The boxplot below shows the same result as the above histogram and density plot. The default group has a more spread out distribution and larger mean.
I obtained p-value smaller than 0.05 from the Variance Homogeneous Test, then I can assume that the two variances are not homogeneous. Therefore, the assumption of t-test is violated.
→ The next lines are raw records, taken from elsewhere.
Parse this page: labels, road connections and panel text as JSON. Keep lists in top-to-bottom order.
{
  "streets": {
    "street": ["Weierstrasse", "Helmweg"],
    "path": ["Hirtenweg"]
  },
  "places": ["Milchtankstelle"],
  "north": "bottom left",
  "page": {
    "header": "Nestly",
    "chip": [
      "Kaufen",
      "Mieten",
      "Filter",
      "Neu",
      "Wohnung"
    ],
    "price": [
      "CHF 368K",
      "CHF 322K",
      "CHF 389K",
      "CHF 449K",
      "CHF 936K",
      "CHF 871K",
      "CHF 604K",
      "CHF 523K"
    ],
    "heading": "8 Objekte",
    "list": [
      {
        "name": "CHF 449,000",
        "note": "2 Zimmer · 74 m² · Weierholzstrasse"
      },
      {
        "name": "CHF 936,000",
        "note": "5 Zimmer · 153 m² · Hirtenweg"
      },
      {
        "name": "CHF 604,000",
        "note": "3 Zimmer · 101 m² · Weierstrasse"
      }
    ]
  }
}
I chose the alternative “Mann-Whitney-Wilcoxon Test”
##
## F test to compare two variances
##
## data: newV_d and newV_n
## F = 2.1567, num df = 16792, denom df = 96442, p-value < 2.2e-16
## alternative hypothesis: true ratio of variances is not equal to 1
## 95 percent confidence interval:
## 2.107471 2.207466
## sample estimates:
## ratio of variances
## 2.156682
##
## Wilcoxon rank sum test with continuity correction
##
## data: newV_d and newV_n
## W = 866810000, p-value < 2.2e-16
## alternative hypothesis: true location shift is not equal to 0
At .05 significance level, I conclude that the PublicRecordsLast10Years of default and nondefault group are nonidentical populations.